══ EXERCISE DATA
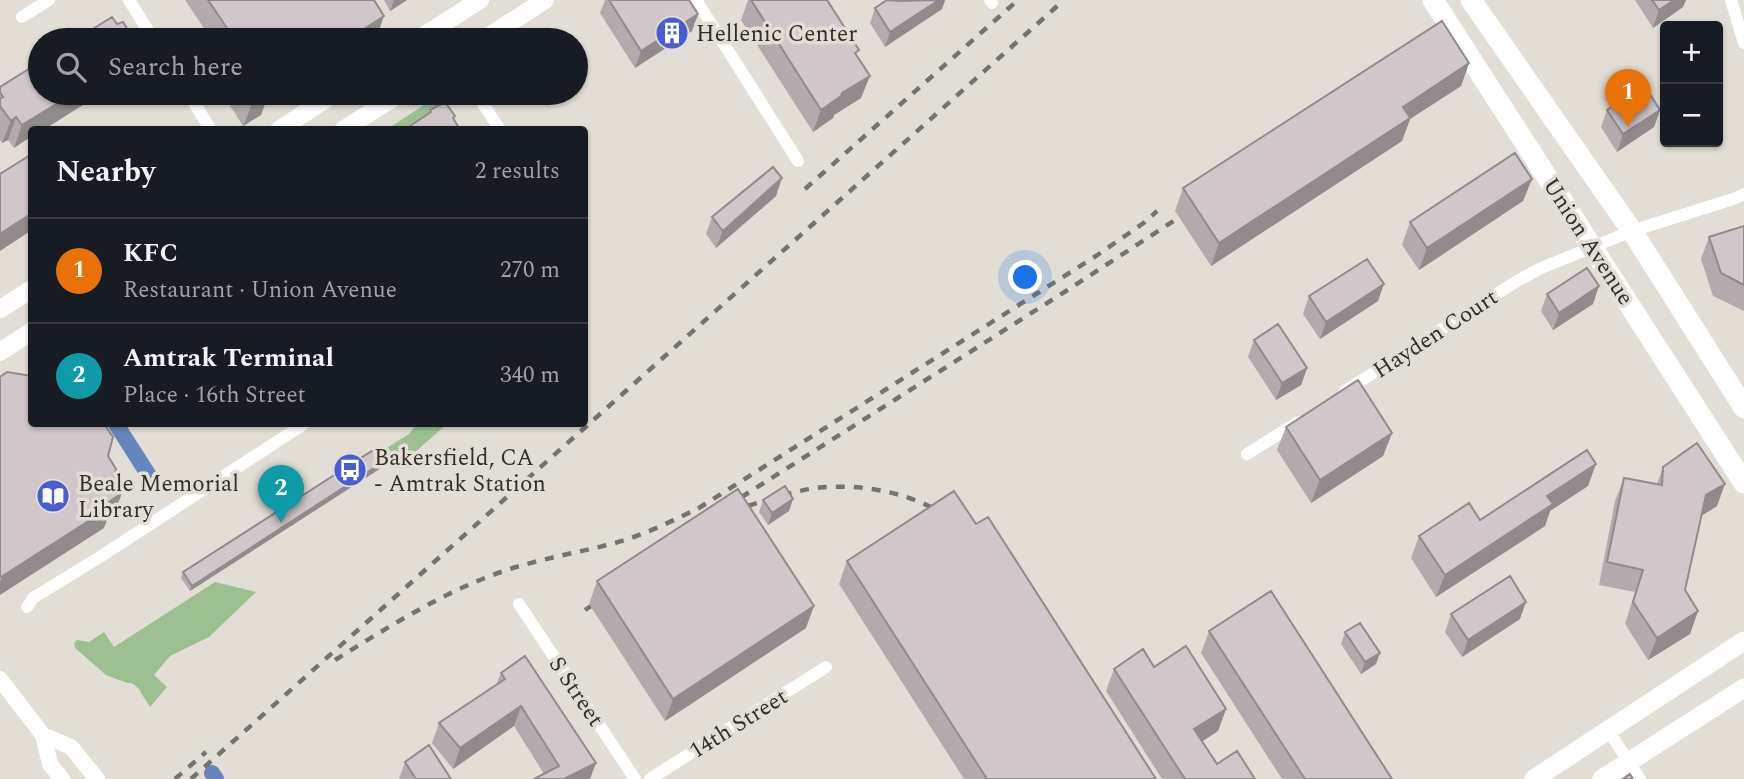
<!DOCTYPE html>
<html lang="en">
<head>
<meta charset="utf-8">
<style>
  :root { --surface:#171b24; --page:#242831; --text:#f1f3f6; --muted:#9ea1a6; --line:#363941; --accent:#d93025 }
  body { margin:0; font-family:Spectral,serif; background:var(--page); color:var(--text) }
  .controls { position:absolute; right:21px; top:21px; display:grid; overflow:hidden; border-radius:7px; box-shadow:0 2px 5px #0004 }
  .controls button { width:63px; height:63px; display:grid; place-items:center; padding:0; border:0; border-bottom:2px solid var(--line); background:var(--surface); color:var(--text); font:35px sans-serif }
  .you { position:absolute; left:1026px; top:278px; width:24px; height:24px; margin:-18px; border:5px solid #fff; border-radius:50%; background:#1a73e8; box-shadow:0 0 0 10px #1a73e833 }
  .badge { display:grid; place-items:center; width:46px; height:46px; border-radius:50%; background:var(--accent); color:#fff; font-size:23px; font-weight:700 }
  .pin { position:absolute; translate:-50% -58px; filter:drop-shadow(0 2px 4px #0008) }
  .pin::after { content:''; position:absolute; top:37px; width:24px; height:21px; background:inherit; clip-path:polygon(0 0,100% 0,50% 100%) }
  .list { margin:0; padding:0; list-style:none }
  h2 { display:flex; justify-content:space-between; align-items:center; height:91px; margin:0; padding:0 28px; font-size:30px }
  h2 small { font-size:23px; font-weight:400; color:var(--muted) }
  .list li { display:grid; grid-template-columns:46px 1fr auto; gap:21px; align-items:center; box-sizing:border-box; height:105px; padding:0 28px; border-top:2px solid var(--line) }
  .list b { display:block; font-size:26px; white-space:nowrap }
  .list p { margin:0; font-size:23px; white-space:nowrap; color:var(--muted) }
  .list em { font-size:23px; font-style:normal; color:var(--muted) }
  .icon { flex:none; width:38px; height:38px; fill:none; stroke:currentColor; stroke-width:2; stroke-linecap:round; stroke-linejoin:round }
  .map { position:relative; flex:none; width:1744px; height:779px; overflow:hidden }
  .search { position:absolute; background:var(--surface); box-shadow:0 2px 5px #0004; left:28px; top:28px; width:560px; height:77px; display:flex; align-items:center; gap:18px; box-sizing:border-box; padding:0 24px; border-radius:38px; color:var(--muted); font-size:26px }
  .panel { position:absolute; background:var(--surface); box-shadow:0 2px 5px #0004; left:28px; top:126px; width:560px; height:301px; border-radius:7px }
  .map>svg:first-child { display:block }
</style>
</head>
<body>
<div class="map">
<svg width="1744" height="779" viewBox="0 0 1744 779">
  <rect width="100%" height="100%" fill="#e2ded5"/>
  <path fill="#9cc090" d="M442 93 446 95 443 113 416 129 386 130Z
    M417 424H447L404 462 382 457 379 453 409 434Z
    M215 582 256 592 209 637 170 656 154 675 167 687 150 707 138 688 132 683H127L106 675 75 648 74 643 77 640 89 642 104 632 114 647Z"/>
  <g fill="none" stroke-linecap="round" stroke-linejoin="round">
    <path stroke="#6486bd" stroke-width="16" d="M116 424 155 485
      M212 773 216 779"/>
    <path stroke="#fff" stroke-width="12" d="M129 0 154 40
      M696 0 798 161
      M990 0 992 3
      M1731 0 1744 43
      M22 17 49 0
      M188 93 211 130
      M476 93 500 130
      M1345 391 1517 281 1539 269 1632 231 1736 198 1744 194
      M1247 454 1298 422
      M519 604 635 779
      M27 607 33 598 103 555 304 424
      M1608 730 1640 779
      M650 779 826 667"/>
    <path stroke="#fff" stroke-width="16" d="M0 679 43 735 50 764 62 779
      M43 735 71 747 97 779"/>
    <path stroke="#fff" stroke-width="18" d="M417 40 480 0
      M483 40 545 0
      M279 130 335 93
      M343 130 401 93
      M0 309 32 289
      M0 352 32 331"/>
    <path stroke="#fff" stroke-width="19" d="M1534 779 1744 641
      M1602 779 1744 688"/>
    <path stroke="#fff" stroke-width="21" d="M1433 0 1744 483
      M1471 0 1632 231 1744 408"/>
    <path stroke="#75736d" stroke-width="4.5" stroke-dasharray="9 9" stroke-linecap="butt" d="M805 189 1018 0
      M726 507 1066 291 1195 207
      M731 511C759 503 787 492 816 488 860 483 909 492 947 516
      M585 610 606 596
      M335 660C387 628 443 592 501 572 538 559 577 553 615 543 644 535 672 521 699 508L1096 256 1145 222 1157 211
      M175 779 206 752
      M191 779 1064 0"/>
  </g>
  <path fill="#b4aaae" d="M185 0H374L376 39 374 40H212Z
    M384 0H407L390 11Z
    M605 0H689L698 14 692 31 635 68 600 13Z
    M748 0H827L857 56 861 98 834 115 833 118 813 132 741 20Z
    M900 0H945L942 9 885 47 870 23 875 8Z
    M1635 0H1686L1683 7 1653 28Z
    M1469 63 1461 86 1410 119 1402 141 1211 266 1175 211 1183 188Z
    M0 87 40 93H102L43 130H32L14 148 8 140 2 143 0 140Z
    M222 93H279L266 101 261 115 243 126Z
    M1607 110H1660L1654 127 1617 152 1601 127Z
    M1532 179 1523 201 1419 270 1402 245 1410 222Z
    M776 196 716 248 706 234 712 217Z
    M1744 226V311L1713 296 1701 259 1709 237Z
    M1547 294 1593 304 1553 330 1541 311Z
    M1309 296 1378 301 1320 339 1303 314Z
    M1254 340 1307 368 1301 385 1276 400 1248 357Z
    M1286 427 1392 433 1383 456 1311 503 1277 450Z
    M383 462 381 468 190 591 181 578 183 572Z
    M1663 467 1717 506 1701 516 1685 590 1698 611 1690 634 1648 660 1625 624 1635 592 1599 585 1615 501 1624 478 1657 484Z
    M1588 486 1550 511 1545 526 1436 597 1411 558 1419 536 1480 520Z
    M793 499 789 511 768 525 759 512 763 500Z
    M976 524 1156 779H964L839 584 847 561Z
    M597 581 806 628 665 721 589 604Z
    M1451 614 1520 619 1462 657 1445 632Z
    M1209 631 1392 779H1282L1201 653Z
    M1345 632 1376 664 1361 674 1341 644Z
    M1154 667 1226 709 1218 731 1202 741 1217 764 1255 779H1162L1106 691 1114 669Z
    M501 673 596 763 544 774 514 726 453 769 432 743 439 723 496 685Z
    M405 762 451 779H399Z"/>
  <path fill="#928b8d" d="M394 0H407L390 11Z
    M939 0H945L942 9 885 47 890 32Z
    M1674 0H1686L1683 7 1653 28 1659 10Z
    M698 14 692 31 635 68 641 51Z
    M384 16 376 39 374 40H347Z
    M1469 63 1461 86 1410 119 1402 141 1211 266 1219 243 1403 107Z
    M870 76 861 98 834 115 833 118 813 132 821 110 842 93Z
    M74 93H102L43 130H32V136L14 148 22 125Z
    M262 93H279L266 101 261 115 243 126 252 104Z
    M1660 110 1654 127 1617 152 1623 134Z
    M16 117 8 140 2 143 11 121Z
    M782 178 776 196 716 248 723 231Z
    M1532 179 1523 201 1419 270 1427 248Z
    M32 213V230L0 251V234Z
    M1384 284 1378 301 1320 339 1326 322Z
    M1599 286 1593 304 1553 330 1559 313Z
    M1307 368 1301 385 1276 400 1282 383Z
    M1392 433 1383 456 1311 503 1320 480Z
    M383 462 381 468 190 591 192 586Z
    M1596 464 1588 486 1550 511 1545 526 1436 597 1445 575 1547 496Z
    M1725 484 1717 506 1698 518 1706 495Z
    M122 493 114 515 107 520 104 528 0 595V581L1 577Z
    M793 499 789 511 768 525 772 513Z
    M1526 602 1520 619 1462 657 1468 640Z
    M814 606 806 628 665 721 673 699Z
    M1698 611 1690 634 1648 660 1657 638Z
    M1380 653 1376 664 1361 674 1365 662Z
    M521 706 514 726 453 769 460 748Z
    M1226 709 1218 731 1186 752 1194 729Z
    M596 763 590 779H564Z"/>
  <path fill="#d1c6ca" stroke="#928b8d" stroke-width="2" d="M208 0H374L384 16 347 40H235Z
    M609 0H689L698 14 641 51Z
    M751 0H827L859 50 855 53 870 76 842 93 841 96 821 110Z
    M887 0 899 1 939 0 890 32 875 8Z
    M1652 0H1674L1659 10Z
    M112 17 117 24 123 22 134 40H75Z
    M1442 21 1469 63 1403 107 1410 118 1219 243 1183 188Z
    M40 62V93H74L22 125 16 117 11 121 0 106V99L3 97 0 92V87Z
    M1644 85 1660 110 1623 134 1607 110Z
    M245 93H269L252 104Z
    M445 102 455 116 453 118 460 130H404L431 112 430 110Z
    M1515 153 1532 179 1427 248 1410 222Z
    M32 154V213L0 234V174Z
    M773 167 782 178 723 231 712 217Z
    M1744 226V285L1721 273 1709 237Z
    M1367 259 1384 284 1326 322 1309 296Z
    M1587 268 1599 286 1559 313 1547 294Z
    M1278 324 1307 368 1282 383 1254 340Z
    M7 372 32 376V424H104L113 437 108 456 116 469 114 478 122 493 109 502 112 506 1 577 0 576V377Z
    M1358 380 1392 433 1320 480 1286 427Z
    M1697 443 1725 484 1706 495 1685 590 1698 611 1657 638 1633 602 1643 570 1607 562 1624 478 1662 485 1663 467Z
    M375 449 383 462 192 586 183 572Z
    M1587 450 1596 464 1547 496 1553 504 1445 575 1419 536 1469 503 1480 520Z
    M785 486 793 499 772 513 763 500Z
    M738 489 814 606 673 699 597 581Z
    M954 491 976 524 988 517 1156 779H987L847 561Z
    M1510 576 1526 602 1468 640 1451 614Z
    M1271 591 1392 779H1305L1209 631Z
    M1360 623 1380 653 1365 662 1345 632Z
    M1186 646 1226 709 1194 729 1217 764 1237 751 1255 779H1185L1114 669 1143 649 1154 667Z
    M525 656 596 763 564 779H534L559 766 521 706 460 748 439 723 505 679 501 673Z
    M429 745 451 779H416L405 762Z
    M1630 774 1633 779H1623Z"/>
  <defs>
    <symbol id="building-disc" viewBox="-11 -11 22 22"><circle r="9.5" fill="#485dd2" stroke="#e2ded5"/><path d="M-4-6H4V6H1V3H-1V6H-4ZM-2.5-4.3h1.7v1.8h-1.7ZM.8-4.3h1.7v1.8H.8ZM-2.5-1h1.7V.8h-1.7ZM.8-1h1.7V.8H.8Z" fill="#fff"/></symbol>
    <symbol id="bus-disc" viewBox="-11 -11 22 22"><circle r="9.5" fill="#485dd2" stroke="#e2ded5"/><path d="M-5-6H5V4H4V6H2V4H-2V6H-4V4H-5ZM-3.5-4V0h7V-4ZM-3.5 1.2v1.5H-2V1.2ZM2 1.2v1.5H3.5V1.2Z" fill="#fff"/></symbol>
    <symbol id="library-disc" viewBox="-11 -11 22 22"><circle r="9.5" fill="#485dd2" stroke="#e2ded5"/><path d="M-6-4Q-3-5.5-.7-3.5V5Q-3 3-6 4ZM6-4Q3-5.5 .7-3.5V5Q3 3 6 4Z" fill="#fff"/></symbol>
  </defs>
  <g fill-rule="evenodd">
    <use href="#building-disc" x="653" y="14" width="38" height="38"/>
    <use href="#bus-disc" x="331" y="451" width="38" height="38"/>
    <use href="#library-disc" x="34" y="477" width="38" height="38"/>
  </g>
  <g text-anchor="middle" stroke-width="7" stroke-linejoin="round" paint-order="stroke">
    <g font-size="23" fill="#312f2c" stroke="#e2ded5" text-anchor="start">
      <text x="696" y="41">Hellenic Center</text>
      <text x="374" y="465">Bakersfield, CA<tspan x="374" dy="26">- Amtrak Station</tspan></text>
      <text x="78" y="491">Beale Memorial<tspan x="78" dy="26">Library</tspan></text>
    </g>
    <g font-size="23" fill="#312f2c" stroke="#e2ded5">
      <text transform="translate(1589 241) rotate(57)" y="8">Union Avenue</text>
      <text transform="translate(1435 333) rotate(-33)" y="8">Hayden Court</text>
      <text transform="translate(577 691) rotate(56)" y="8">S Street</text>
      <text transform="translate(738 723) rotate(-32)" y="8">14th Street</text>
    </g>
  </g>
</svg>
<div class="controls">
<button>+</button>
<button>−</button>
</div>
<div class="you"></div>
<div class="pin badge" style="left:1628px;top:127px;background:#e8710a">1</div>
<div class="pin badge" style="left:281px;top:523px;background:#0f9aa8">2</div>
<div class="search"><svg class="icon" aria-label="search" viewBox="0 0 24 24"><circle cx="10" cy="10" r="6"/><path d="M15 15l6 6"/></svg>Search here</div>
<section class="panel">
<h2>Nearby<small>2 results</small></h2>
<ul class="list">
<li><span class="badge" style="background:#e8710a">1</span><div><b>KFC</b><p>Restaurant · Union Avenue</p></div><em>270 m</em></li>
<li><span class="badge" style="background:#0f9aa8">2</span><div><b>Amtrak Terminal</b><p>Place · 16th Street</p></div><em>340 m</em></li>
</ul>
</section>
</div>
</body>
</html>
════
- _WORK ITEM_: Repeat the listing above up to and including the line with "margin:0; padding:0; list-style:none", starting from its first line. Drop any pictures.

- _TASK ANSWER_:
<!DOCTYPE html>
<html lang="en">
<head>
<meta charset="utf-8">
<style>
  :root { --surface:#171b24; --page:#242831; --text:#f1f3f6; --muted:#9ea1a6; --line:#363941; --accent:#d93025 }
  body { margin:0; font-family:Spectral,serif; background:var(--page); color:var(--text) }
  .controls { position:absolute; right:21px; top:21px; display:grid; overflow:hidden; border-radius:7px; box-shadow:0 2px 5px #0004 }
  .controls button { width:63px; height:63px; display:grid; place-items:center; padding:0; border:0; border-bottom:2px solid var(--line); background:var(--surface); color:var(--text); font:35px sans-serif }
  .you { position:absolute; left:1026px; top:278px; width:24px; height:24px; margin:-18px; border:5px solid #fff; border-radius:50%; background:#1a73e8; box-shadow:0 0 0 10px #1a73e833 }
  .badge { display:grid; place-items:center; width:46px; height:46px; border-radius:50%; background:var(--accent); color:#fff; font-size:23px; font-weight:700 }
  .pin { position:absolute; translate:-50% -58px; filter:drop-shadow(0 2px 4px #0008) }
  .pin::after { content:''; position:absolute; top:37px; width:24px; height:21px; background:inherit; clip-path:polygon(0 0,100% 0,50% 100%) }
  .list { margin:0; padding:0; list-style:none }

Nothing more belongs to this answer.